WHAT THE TASK ASKS
Make a verbatim transcription of the records, without the pictures.

SUPPLIED MATERIAL
------------------------------

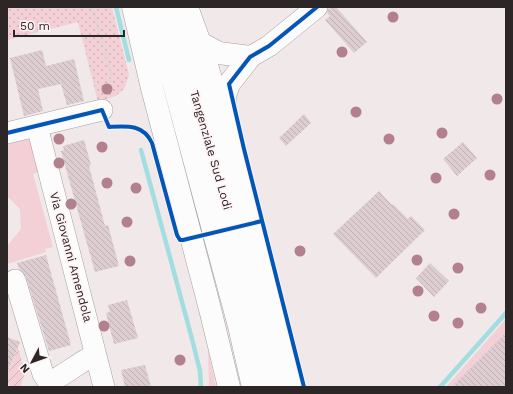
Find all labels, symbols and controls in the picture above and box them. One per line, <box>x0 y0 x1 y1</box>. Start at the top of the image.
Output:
scale bar <box>14 12 124 38</box>
text: 50 m <box>20 19 50 33</box>
street label: Tangenziale Sud Lodi <box>187 89 235 211</box>
street label: Via Giovanni Amendola <box>47 190 95 324</box>
north arrow <box>12 342 52 382</box>
text: N <box>17 361 32 376</box>

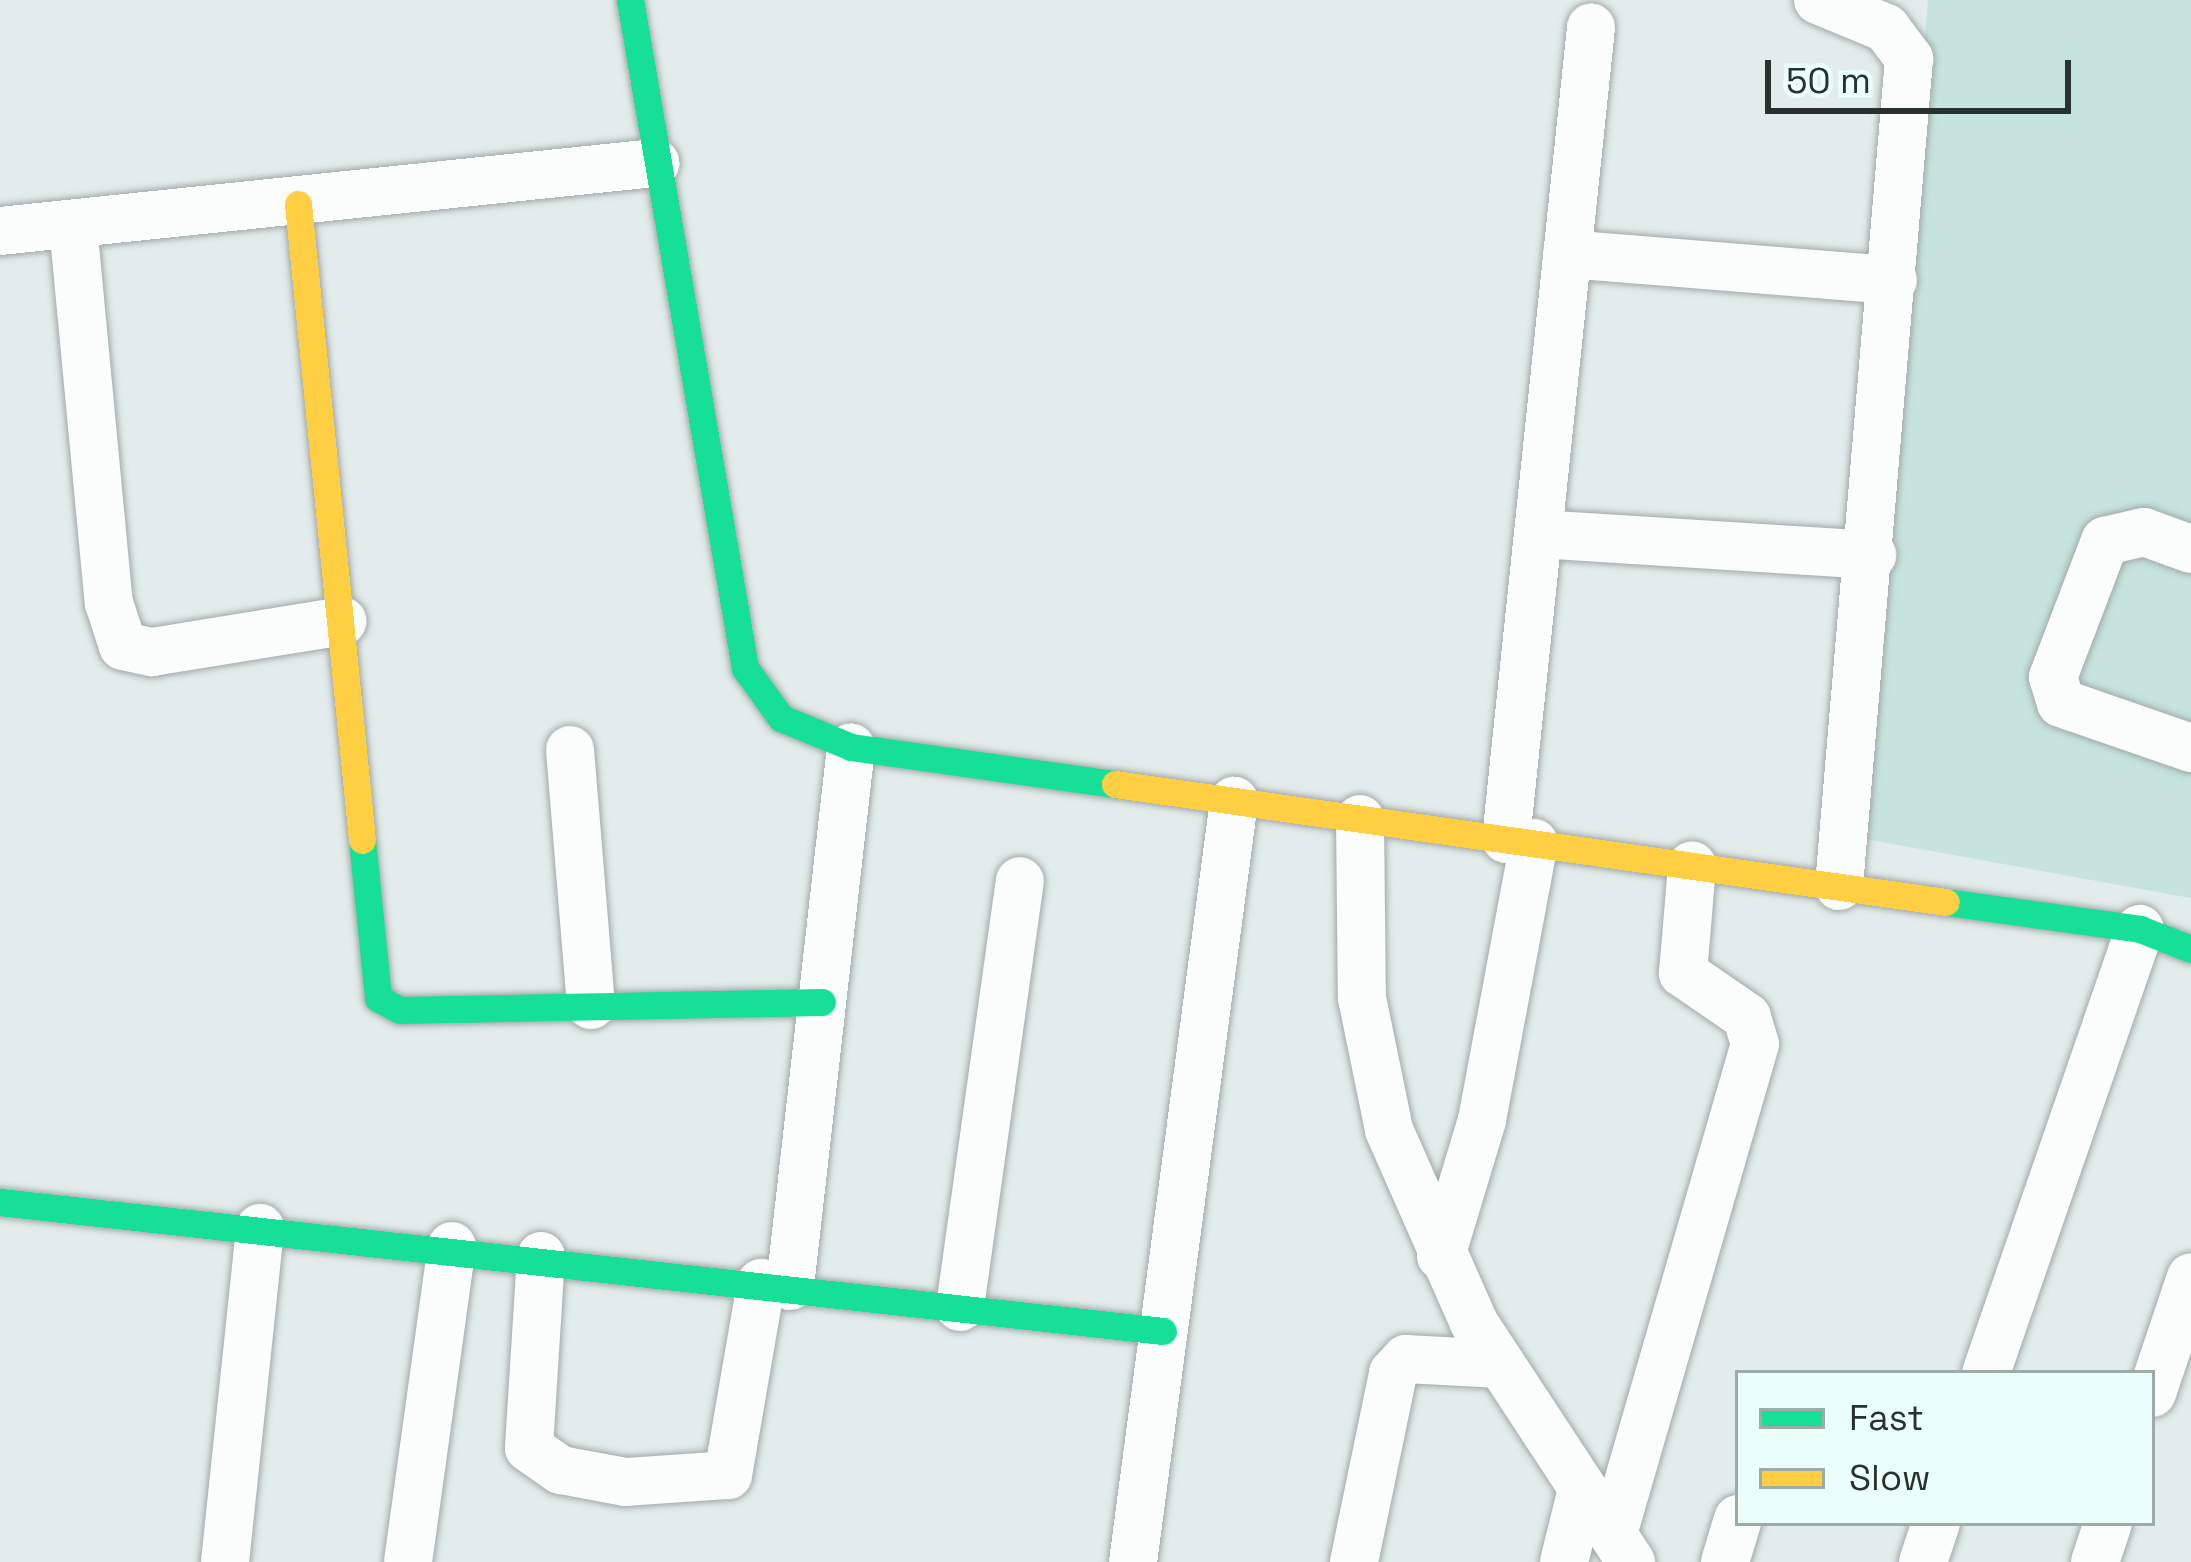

------------------------------

RESPONSE BOX
Find all labels, symbols and controls in the picture above and box them. One per line, <box>x0 y0 x1 y1</box>. Start at the top of the image.
Output:
scale bar <box>14 12 124 38</box>
text: 50 m <box>20 19 50 33</box>
street label: Tangenziale Sud Lodi <box>187 89 235 211</box>
street label: Via Giovanni Amendola <box>47 190 95 324</box>
north arrow <box>12 342 52 382</box>
text: N <box>17 361 32 376</box>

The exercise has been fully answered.